Increase or introduce more automation
So more work is done by the recruitment technology not your people
- Make sure it is set up to issue an automated pass/fail decision to those who complete the ‘’killer’’ questions, and/or the scored questions.
- For communications with candidates, automate the emails or text messages, by creating templates and linking to pass/fail decisions, workflow status changes, or time-based rules. This pacey and timely response is always welcomed by candidates and stops the team from having to field too many queries.
- Candidates should be automatically invited to pre-recorded video interviews (where they answer pre-set questions via video from their phone or computer at a time that suits them). This stage replaces the need for scheduling and carrying out a telephone interview. Combined with automatic scoring of applications, it can replace the often-lengthy process of shortlisting.
- If a socially distanced face to face interview is permitted, or a live 2-way interview required, the interview’s availability can be added into the ATS, allowing the final handful of candidates to book the timeslot that suits them, and have the confirmation emails and calendar appointments carried out by the system.

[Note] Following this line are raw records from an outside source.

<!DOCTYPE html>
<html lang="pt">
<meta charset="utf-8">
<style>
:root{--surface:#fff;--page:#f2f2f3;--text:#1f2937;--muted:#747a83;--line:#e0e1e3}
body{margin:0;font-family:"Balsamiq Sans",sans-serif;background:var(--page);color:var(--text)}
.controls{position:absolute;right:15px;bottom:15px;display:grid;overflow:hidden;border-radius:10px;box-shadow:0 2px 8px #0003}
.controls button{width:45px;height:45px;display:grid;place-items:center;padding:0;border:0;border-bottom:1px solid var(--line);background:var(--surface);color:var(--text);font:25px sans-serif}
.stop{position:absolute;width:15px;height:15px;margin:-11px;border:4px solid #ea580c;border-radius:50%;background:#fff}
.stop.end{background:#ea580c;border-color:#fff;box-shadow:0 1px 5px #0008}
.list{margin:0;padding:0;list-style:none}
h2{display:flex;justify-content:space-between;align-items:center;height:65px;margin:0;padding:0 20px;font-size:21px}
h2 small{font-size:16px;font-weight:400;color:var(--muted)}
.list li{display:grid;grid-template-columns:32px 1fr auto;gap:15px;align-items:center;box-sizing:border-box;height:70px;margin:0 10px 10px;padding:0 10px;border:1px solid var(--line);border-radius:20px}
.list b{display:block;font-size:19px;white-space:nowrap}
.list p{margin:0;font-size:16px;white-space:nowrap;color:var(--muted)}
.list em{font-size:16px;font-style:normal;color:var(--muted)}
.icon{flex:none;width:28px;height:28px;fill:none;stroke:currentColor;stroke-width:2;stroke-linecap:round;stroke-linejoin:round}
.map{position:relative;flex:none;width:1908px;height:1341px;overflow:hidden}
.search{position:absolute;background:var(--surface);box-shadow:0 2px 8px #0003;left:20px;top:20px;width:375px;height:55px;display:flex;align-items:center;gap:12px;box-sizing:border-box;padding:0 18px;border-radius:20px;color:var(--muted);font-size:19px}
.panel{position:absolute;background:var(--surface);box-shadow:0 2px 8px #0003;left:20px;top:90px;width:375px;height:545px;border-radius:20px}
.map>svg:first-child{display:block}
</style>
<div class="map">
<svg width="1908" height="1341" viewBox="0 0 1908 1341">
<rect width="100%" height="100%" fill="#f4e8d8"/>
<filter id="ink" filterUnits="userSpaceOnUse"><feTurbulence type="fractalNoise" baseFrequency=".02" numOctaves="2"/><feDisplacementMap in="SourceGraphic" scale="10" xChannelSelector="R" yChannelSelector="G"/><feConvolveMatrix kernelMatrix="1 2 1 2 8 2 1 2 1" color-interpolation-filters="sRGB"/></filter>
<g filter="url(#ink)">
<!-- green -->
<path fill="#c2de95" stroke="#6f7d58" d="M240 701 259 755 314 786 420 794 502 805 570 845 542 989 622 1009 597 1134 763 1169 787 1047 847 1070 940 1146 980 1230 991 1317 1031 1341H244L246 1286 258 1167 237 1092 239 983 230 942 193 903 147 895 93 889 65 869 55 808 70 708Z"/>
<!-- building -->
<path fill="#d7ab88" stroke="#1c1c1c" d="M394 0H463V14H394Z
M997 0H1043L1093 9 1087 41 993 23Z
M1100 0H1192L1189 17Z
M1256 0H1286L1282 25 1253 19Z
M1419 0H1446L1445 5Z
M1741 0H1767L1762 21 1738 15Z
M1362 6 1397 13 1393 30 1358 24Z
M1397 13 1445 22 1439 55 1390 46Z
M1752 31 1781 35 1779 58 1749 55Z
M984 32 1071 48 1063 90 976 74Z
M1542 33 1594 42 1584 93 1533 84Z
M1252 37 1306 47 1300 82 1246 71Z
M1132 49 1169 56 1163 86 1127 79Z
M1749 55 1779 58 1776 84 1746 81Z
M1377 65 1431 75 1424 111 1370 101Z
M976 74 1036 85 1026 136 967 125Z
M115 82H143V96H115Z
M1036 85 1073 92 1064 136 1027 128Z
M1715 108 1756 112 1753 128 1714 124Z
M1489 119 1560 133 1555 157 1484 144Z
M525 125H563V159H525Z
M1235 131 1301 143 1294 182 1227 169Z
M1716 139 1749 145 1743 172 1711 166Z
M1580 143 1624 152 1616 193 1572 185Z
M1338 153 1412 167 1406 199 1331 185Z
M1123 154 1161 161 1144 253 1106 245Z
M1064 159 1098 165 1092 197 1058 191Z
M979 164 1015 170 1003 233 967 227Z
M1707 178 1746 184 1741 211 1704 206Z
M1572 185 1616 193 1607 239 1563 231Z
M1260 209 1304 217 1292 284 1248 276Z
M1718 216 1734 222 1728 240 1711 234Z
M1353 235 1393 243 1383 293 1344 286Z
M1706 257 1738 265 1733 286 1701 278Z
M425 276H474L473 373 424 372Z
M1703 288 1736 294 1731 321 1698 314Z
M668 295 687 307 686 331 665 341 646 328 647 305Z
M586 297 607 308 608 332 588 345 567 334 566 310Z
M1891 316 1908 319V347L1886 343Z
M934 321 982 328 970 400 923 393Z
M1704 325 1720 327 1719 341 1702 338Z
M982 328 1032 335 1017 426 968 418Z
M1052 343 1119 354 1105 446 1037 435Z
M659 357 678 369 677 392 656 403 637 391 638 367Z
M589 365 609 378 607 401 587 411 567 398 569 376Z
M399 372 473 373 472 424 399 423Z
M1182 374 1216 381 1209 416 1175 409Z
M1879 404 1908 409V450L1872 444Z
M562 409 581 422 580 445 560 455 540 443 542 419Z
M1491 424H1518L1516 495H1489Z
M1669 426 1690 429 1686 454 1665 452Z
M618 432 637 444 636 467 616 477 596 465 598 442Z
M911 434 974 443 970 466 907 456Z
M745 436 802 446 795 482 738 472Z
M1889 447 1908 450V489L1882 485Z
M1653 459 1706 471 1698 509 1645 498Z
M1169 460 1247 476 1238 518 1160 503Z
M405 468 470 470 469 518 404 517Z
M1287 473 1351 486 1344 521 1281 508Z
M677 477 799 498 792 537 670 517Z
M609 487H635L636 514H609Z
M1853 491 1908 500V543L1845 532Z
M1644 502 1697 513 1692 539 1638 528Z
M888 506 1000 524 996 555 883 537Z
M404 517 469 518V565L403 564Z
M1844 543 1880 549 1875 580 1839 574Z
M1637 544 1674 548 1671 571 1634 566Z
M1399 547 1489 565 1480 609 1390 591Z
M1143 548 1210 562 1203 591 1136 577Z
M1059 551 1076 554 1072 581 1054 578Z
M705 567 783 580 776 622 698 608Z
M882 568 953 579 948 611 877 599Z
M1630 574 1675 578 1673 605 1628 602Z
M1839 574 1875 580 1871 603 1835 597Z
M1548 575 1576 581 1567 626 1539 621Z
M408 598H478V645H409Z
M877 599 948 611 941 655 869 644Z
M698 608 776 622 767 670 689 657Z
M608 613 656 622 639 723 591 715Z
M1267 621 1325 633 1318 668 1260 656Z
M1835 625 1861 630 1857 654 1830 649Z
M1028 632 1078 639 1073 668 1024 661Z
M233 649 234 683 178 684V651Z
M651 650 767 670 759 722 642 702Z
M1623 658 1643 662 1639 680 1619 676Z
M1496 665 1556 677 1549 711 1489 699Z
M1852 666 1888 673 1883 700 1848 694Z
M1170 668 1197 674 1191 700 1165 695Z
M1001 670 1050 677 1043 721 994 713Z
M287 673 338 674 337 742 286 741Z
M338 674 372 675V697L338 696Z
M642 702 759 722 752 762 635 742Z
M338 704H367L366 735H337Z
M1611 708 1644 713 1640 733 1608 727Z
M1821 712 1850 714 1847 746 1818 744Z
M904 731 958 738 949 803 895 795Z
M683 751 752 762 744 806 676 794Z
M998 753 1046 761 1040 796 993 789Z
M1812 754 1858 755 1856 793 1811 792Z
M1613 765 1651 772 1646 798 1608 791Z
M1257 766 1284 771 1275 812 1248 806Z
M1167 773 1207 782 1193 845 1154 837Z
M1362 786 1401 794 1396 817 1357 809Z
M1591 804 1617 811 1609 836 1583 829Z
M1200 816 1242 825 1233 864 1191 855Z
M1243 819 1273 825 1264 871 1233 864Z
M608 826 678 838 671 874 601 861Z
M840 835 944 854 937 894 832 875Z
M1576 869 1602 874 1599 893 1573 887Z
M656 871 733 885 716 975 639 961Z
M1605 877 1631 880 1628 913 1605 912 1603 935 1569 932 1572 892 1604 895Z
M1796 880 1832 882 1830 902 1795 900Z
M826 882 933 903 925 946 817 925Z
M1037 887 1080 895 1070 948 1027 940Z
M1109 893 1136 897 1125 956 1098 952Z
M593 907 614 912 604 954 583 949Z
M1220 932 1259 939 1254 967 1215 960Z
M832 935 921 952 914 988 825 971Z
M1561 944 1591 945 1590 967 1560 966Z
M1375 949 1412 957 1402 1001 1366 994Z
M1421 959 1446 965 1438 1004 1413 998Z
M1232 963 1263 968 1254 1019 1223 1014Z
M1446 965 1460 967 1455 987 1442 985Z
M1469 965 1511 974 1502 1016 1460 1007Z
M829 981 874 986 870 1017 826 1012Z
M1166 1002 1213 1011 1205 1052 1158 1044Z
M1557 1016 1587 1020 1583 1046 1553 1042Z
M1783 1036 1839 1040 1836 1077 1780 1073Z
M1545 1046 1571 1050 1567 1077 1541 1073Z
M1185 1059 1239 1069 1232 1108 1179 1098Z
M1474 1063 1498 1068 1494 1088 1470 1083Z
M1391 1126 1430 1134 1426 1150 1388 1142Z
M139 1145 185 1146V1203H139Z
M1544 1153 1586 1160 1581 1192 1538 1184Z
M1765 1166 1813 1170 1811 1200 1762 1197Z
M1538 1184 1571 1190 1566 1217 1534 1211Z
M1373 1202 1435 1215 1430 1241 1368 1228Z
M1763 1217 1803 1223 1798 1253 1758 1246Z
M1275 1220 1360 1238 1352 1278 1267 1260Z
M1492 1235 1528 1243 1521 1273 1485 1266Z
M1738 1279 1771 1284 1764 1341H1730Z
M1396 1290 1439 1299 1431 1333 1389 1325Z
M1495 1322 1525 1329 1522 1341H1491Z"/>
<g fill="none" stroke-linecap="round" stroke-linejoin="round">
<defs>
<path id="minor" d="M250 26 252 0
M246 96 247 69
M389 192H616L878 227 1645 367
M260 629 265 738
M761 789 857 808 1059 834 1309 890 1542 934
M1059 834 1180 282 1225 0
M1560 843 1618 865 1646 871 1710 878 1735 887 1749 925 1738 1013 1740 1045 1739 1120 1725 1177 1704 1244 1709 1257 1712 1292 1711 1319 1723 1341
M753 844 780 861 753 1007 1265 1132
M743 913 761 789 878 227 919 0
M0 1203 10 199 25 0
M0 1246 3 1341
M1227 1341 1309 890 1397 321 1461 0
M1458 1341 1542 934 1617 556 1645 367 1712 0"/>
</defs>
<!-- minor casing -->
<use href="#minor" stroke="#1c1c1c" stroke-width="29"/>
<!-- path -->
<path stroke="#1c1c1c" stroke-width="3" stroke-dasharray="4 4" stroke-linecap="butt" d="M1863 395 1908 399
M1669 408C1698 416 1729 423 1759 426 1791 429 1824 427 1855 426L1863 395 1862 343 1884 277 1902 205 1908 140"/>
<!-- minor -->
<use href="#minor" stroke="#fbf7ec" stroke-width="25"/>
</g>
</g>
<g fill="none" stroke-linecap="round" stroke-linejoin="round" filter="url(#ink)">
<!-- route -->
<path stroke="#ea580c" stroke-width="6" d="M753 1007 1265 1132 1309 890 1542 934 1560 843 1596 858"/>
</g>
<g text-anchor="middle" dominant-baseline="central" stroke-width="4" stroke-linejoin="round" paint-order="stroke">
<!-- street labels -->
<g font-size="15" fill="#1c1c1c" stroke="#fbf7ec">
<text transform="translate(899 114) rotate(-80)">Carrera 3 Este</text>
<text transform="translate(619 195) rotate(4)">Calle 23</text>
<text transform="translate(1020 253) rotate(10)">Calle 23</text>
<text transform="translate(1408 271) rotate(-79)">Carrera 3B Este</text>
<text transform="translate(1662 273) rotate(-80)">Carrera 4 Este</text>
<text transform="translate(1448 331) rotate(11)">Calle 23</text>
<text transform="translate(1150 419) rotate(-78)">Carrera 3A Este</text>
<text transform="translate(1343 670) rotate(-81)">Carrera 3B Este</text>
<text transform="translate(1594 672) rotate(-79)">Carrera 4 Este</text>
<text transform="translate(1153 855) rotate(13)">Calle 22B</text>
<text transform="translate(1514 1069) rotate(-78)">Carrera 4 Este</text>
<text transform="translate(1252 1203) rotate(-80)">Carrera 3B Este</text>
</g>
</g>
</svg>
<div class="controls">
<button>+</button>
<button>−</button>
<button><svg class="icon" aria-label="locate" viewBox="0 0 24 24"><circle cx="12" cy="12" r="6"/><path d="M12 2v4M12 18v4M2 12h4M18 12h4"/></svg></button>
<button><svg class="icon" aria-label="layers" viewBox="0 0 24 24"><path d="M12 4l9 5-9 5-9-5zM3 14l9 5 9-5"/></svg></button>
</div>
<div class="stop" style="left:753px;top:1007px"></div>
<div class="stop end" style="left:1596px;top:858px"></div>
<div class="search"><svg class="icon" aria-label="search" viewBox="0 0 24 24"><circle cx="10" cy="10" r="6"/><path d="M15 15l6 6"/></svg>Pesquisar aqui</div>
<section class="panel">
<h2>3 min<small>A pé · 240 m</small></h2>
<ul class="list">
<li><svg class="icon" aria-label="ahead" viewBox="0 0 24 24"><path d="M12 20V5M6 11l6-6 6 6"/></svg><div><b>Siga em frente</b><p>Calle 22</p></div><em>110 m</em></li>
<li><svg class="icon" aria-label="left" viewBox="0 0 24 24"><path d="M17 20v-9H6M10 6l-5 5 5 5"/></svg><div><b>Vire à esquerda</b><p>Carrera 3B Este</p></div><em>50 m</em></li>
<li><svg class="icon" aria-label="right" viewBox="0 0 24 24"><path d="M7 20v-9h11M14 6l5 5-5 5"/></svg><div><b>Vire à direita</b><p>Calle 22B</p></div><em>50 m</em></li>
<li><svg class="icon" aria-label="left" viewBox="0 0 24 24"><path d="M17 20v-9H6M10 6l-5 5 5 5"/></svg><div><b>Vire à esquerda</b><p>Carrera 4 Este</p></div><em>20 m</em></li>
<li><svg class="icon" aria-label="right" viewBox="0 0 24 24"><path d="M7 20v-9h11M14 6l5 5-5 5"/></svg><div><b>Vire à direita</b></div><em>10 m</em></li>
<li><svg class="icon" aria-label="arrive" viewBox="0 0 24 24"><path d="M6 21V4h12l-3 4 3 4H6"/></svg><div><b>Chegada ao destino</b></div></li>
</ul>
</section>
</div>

- Get offer letters, contracts, and joining packs online with digital experience and immersive onboarding experiences including all information the candidates need to know or complete. With 1 in 10 candidates giving ‘backword’ after acceptance , and (according to a recent article by SmallBizGenius) 26% of workers having quit a job because they were unsatisfied with the onboarding process, it is critical to handle this extremely well with successful candidates. After all there’s been a long process to get them on board and failing at the last hurdle is costly and easily avoided.
Pool quality candidates that you might need for future recruitment
Take advantage of the volume surplus and reduce your attraction expenditure for even longer
- Create Talent Pools aligned to job families, skill sets or departments of an organisation. Have an automated email go to any candidate when placing them in a pool, to alert them to this fact, and with clear instructions if they prefer not to have their details held within the pool.
- Utilise categorised or keyword searches – whether manual or automated - within the ATS to match candidates in a pool to vacancies. Having pre-assessed candidates, a pool will deliver candidates to hiring managers quicker, negating recruitment advertising. The Harris Poll’s annual survey of HR Managers in 2020, 55% said their time-to-hire goes down thanks to this practice and 42% say it reduces their cost-per-hire.
Start the cycle again
Measure past learnings effectively and continually refine and improve
If you “can measure it, you can manage it” they say. Easy access to meaningful reports in an ATS is crucial.
- A funnel or throughput report will show the numbers passing through each stage of a process. Whether they are too high or too low, will inform where the pass/fail benchmarks can be loosened or tightened.
- A bottleneck report will show the time being taken for candidates to pass through different stages of the process. This will help identify areas that may require more efficiency or expediency.
- Explore further automation and setting SLAs. If a system is equipped with it, consider setting automated alerts to prompt colleagues as to when a deadline for a candidate related task is approaching.
When the benefits are realised, the organisation can see it’s QED - Quality. Efficient. Decreased expenditure!